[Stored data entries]
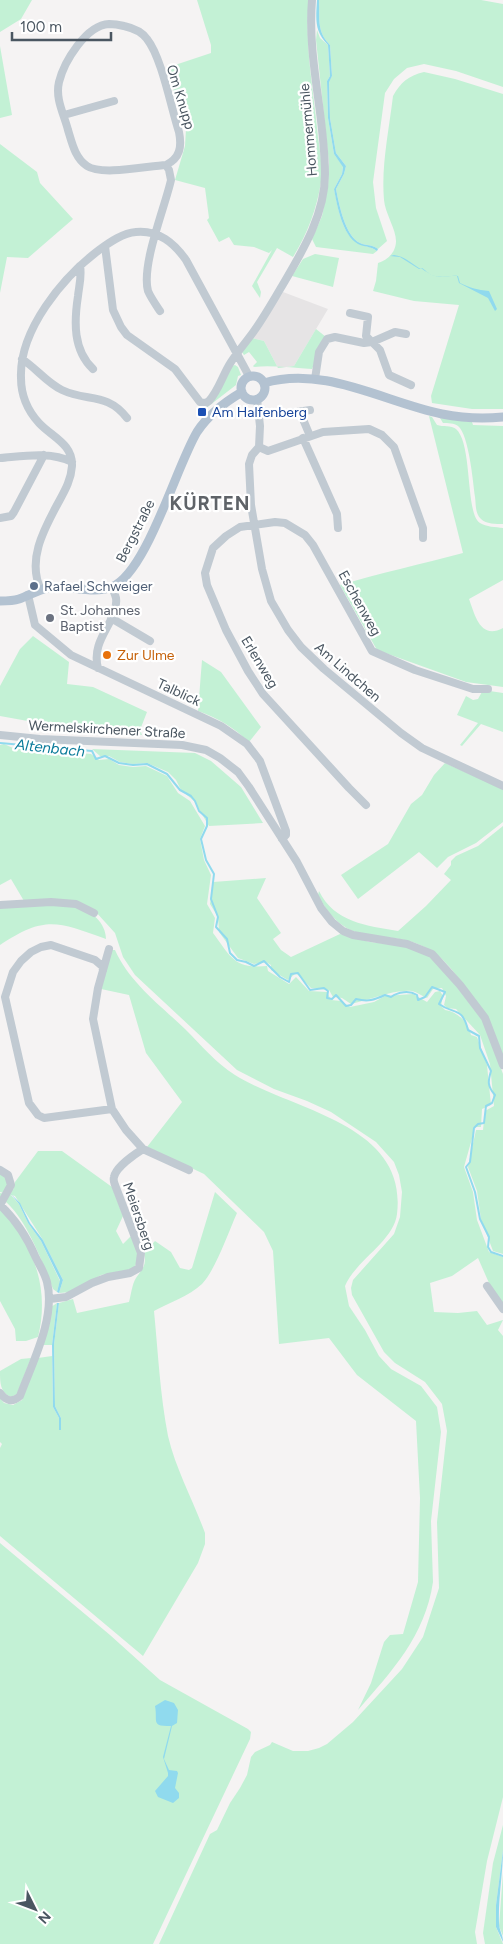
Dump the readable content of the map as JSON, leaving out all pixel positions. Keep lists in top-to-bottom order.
{
  "streets": {
    "main road": ["Bergstraße"],
    "street": [
      "Om Knupp",
      "Hommermühle",
      "Eschenweg",
      "Erlenweg",
      "Am Lindchen",
      "Talblick",
      "Wermelskirchener Straße",
      "Meiersberg"
    ]
  },
  "crossings": [
    ["Bergstraße", "Am Lindchen"],
    ["Eschenweg", "Erlenweg"],
    ["Eschenweg", "Am Lindchen"],
    ["Erlenweg", "Am Lindchen"],
    ["Talblick", "Wermelskirchener Straße"]
  ],
  "districts": ["KÜRTEN"],
  "water": ["Altenbach"],
  "places": {
    "transit": ["Am Halfenberg"],
    "other": ["Rafael Schweiger", "St. Johannes Baptist", "Zur Ulme"]
  },
  "scale_bar": "100 m",
  "north": "bottom right"
}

Action item: Every record above must be copied exactly, and no picture may appear in the copy.

Written answer:
Dump the readable content of the map as JSON, leaving out all pixel positions. Keep lists in top-to-bottom order.
{
  "streets": {
    "main road": ["Bergstraße"],
    "street": [
      "Om Knupp",
      "Hommermühle",
      "Eschenweg",
      "Erlenweg",
      "Am Lindchen",
      "Talblick",
      "Wermelskirchener Straße",
      "Meiersberg"
    ]
  },
  "crossings": [
    ["Bergstraße", "Am Lindchen"],
    ["Eschenweg", "Erlenweg"],
    ["Eschenweg", "Am Lindchen"],
    ["Erlenweg", "Am Lindchen"],
    ["Talblick", "Wermelskirchener Straße"]
  ],
  "districts": ["KÜRTEN"],
  "water": ["Altenbach"],
  "places": {
    "transit": ["Am Halfenberg"],
    "other": ["Rafael Schweiger", "St. Johannes Baptist", "Zur Ulme"]
  },
  "scale_bar": "100 m",
  "north": "bottom right"
}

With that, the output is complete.